Oil booms in the Caspian Basin are expected to make Azerbaijan and
Kazakhstan important new energy suppliers for the United States. But the report warns that
the lack of good governance and democracy in the two countries could make them less
reliable partners.
Without systemic reforms in the management of oil revenues, the report
says, the money beginning to flow into the countries will not result in healthy, long-term
economic growth, higher living standards, and more freedom for the countries' people.
Instead, it likely risks being squandered on pet projects or domestic enterprises that do
not lead to growth while the majority of citizens remain poor and powerless.
"There is no issue of greater importance than ensuring the
long-run prosperity and stability of resource-rich countries by developing ways to use
these resources and the wealth they generate well," Joseph E. Stiglitz, Nobel Prize
winner in economics, writes in his foreword to the report.
According to the report, foreign oil and natural gas companies benefit
from disclosing their payments to governments so that citizens can monitor the use of
these revenues. Without disclosure, companies leave themselves open to accusations that
they have underpaid the state and are to blame for continued poverty. "It is in the
enlightened self-interest of these companies to ensure that their payments are not
misappropriated," says George Soros, founder of the Open Society Institute.

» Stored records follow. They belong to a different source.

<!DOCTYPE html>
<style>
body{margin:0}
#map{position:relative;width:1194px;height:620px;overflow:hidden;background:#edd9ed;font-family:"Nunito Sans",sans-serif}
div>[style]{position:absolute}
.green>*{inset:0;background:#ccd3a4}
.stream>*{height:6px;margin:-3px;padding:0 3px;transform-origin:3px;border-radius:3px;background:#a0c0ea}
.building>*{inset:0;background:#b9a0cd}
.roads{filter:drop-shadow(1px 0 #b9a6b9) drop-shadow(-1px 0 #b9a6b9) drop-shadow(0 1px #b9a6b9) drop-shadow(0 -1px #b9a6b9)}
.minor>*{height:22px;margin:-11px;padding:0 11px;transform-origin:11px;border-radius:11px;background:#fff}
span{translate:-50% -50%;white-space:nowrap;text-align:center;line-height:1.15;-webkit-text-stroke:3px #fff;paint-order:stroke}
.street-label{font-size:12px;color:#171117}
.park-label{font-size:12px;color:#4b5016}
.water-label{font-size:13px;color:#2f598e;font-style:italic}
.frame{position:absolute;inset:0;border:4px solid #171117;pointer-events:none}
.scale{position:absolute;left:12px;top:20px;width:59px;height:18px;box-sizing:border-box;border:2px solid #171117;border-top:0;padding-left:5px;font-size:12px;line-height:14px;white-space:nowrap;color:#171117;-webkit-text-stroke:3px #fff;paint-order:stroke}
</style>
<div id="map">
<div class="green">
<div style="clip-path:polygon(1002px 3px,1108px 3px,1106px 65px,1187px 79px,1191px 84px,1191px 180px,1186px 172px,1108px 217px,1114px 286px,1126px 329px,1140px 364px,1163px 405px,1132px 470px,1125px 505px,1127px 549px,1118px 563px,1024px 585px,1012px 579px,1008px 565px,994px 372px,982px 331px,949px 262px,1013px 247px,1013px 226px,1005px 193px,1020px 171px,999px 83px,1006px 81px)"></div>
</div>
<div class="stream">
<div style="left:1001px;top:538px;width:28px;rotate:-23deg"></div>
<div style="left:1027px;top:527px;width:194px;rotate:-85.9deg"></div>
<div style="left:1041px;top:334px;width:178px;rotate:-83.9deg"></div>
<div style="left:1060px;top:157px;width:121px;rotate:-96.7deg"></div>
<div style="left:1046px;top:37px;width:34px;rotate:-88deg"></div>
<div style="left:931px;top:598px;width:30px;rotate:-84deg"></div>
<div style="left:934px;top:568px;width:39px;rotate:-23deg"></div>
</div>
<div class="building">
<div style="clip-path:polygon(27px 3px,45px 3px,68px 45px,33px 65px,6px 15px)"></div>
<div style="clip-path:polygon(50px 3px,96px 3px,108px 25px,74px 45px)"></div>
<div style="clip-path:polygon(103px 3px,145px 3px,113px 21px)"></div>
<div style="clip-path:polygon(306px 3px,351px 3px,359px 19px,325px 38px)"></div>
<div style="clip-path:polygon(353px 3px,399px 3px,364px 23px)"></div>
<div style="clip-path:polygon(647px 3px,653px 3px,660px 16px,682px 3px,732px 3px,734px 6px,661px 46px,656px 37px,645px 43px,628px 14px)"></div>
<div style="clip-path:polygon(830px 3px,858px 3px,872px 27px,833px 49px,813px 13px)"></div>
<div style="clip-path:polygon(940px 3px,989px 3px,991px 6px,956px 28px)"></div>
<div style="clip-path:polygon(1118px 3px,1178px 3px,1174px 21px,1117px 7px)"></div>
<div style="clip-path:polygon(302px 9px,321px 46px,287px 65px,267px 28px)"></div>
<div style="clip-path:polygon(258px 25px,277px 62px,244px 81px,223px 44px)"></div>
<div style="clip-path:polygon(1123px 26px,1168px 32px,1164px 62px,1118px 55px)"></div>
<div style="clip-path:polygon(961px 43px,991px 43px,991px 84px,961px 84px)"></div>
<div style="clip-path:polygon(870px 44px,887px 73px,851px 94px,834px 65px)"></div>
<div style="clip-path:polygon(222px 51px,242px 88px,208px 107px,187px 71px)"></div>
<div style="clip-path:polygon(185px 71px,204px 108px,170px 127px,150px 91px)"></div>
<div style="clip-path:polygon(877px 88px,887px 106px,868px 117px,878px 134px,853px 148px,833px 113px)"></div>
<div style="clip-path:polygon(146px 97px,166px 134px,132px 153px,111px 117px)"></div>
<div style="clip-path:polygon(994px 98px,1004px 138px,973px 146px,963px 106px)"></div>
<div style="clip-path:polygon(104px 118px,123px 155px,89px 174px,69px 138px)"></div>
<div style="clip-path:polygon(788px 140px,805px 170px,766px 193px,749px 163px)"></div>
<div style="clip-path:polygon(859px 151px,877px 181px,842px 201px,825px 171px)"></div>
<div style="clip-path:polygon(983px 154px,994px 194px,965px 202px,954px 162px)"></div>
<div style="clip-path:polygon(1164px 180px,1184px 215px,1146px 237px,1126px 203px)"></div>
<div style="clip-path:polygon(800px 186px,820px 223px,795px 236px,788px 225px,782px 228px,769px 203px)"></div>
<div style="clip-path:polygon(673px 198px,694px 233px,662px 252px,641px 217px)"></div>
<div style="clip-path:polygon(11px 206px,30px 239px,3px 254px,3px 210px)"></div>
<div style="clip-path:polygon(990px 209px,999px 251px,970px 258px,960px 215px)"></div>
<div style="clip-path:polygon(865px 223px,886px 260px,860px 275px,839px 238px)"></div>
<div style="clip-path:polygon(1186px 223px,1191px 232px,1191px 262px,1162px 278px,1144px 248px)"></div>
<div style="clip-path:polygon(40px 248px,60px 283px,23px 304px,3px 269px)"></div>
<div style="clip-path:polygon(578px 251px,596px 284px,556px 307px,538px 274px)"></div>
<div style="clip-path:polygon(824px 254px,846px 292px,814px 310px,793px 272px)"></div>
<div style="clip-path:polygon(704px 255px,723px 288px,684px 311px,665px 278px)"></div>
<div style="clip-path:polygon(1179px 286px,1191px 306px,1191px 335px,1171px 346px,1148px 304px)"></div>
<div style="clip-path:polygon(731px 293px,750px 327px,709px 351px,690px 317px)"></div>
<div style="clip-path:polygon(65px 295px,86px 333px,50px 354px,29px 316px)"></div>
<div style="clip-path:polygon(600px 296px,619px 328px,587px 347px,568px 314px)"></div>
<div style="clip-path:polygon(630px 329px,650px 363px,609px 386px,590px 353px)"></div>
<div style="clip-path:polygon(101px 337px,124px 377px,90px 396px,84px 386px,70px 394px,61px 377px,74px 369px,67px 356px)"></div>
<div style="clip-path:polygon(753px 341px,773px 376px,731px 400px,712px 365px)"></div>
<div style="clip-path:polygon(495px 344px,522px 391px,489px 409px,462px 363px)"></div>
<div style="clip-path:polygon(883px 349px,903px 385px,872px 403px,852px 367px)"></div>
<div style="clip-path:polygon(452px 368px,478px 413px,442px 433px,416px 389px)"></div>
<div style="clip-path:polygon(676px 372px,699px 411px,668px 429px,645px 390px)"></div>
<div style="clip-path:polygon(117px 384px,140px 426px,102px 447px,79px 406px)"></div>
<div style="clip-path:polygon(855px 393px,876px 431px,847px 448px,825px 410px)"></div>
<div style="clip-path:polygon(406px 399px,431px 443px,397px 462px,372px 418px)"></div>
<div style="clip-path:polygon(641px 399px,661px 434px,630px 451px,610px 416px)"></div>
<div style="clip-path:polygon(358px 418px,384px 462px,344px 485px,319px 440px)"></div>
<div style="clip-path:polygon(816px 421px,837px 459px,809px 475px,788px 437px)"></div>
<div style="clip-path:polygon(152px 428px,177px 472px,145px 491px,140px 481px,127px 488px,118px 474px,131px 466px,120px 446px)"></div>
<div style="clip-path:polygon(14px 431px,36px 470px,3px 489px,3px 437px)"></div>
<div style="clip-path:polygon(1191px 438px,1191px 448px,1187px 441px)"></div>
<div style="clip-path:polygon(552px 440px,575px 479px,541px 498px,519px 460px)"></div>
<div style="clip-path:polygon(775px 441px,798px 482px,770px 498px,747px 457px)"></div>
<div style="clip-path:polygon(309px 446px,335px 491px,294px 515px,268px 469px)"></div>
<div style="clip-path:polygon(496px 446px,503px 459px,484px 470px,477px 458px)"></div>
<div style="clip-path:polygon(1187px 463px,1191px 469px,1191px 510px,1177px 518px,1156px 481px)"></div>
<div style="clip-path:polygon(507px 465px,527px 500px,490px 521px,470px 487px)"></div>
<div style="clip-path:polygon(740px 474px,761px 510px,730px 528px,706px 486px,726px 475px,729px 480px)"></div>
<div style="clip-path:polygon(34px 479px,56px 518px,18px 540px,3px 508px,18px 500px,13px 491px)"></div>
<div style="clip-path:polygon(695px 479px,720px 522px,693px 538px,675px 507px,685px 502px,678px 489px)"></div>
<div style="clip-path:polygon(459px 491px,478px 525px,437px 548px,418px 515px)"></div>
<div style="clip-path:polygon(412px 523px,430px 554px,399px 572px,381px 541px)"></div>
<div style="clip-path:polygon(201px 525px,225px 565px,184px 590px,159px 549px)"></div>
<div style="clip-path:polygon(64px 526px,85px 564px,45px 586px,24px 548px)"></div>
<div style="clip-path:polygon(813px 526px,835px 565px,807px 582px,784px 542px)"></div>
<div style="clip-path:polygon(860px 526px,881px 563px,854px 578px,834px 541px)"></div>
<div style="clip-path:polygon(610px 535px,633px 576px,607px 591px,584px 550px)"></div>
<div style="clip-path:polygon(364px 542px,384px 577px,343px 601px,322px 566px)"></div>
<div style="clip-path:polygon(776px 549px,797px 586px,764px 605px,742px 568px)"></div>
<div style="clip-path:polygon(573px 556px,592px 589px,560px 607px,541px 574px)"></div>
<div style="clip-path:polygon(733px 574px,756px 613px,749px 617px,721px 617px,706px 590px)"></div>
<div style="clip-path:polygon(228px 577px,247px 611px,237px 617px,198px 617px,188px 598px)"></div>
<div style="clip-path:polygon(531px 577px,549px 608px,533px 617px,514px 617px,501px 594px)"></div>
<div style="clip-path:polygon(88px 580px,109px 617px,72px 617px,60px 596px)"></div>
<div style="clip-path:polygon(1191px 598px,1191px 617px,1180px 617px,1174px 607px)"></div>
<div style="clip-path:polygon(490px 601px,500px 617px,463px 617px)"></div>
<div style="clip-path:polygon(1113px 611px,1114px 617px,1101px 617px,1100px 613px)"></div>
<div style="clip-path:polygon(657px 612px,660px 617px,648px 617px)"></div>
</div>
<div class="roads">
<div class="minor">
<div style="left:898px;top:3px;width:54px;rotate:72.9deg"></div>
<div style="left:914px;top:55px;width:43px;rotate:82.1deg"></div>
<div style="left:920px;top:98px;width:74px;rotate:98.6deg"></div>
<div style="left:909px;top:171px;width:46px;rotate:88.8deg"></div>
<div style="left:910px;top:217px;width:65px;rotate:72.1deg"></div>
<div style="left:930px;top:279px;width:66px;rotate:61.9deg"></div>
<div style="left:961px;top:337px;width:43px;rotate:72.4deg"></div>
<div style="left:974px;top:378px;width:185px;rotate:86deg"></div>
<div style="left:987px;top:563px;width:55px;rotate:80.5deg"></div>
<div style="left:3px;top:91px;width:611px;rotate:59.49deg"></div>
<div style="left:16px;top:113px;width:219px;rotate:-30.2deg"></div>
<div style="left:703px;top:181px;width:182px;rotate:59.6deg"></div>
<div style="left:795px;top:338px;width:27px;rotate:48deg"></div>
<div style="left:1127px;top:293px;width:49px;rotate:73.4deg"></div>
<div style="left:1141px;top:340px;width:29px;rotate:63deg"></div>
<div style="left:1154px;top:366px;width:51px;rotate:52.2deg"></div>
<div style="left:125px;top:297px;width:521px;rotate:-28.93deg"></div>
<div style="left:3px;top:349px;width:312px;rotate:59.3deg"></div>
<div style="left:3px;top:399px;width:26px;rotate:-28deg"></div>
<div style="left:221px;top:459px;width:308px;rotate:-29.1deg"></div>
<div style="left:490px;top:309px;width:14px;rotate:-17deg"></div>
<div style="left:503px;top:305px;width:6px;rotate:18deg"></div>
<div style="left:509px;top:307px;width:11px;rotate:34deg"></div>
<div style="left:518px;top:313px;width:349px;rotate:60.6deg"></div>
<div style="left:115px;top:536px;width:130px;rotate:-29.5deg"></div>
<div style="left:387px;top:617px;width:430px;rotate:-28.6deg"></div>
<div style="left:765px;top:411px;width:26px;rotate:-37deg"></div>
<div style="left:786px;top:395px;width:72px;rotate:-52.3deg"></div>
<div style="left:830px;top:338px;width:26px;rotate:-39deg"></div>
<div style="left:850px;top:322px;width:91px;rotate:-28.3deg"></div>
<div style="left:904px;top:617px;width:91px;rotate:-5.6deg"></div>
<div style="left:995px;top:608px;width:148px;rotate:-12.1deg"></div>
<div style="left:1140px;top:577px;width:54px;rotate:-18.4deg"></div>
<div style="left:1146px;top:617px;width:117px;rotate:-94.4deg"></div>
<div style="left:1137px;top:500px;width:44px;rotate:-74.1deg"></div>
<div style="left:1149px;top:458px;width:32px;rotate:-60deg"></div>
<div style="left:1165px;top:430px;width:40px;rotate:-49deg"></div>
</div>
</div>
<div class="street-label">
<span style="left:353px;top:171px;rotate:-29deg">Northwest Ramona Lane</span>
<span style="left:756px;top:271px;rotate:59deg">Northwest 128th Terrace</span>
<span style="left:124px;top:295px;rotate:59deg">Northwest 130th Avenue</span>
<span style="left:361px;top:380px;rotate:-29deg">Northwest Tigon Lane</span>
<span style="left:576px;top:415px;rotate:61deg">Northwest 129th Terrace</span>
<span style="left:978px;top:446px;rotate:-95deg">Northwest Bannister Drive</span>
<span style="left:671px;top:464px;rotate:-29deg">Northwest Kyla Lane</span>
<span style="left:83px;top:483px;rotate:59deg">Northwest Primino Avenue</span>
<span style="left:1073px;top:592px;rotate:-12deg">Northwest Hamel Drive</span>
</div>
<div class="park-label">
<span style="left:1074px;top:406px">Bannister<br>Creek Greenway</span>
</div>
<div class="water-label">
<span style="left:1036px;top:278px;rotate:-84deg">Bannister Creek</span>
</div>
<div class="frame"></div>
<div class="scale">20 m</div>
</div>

The governments of Azerbaijan and Kazakhstan should consider creating
citizens' advisory councils such as the ones set up in Alaska after the Exxon Valdez oil
spill. The councils would monitor the oil industry and the government budget, and provide
information to the public, giving citizens a voice in hydrocarbon development.
Caspian Oil Windfalls analyzes the systems Azerbaijan and Kazakhstan
use to manage their oil wealth. It offers recommendations to the governments of Azerbaijan
and Kazakhstan, multinational oil companies, international financial institutions, and
foreign governments for promoting accountability, transparency, and public oversight in
the management of oil and natural gas revenues. The report includes 10 case studies on
natural resource funds in other countries as well as models of citizen oversight.
The report was written by Svetlana Tsalik, director of the Caspian
Revenue Watch, a program of the Open Society Institute's Central Eurasia Project.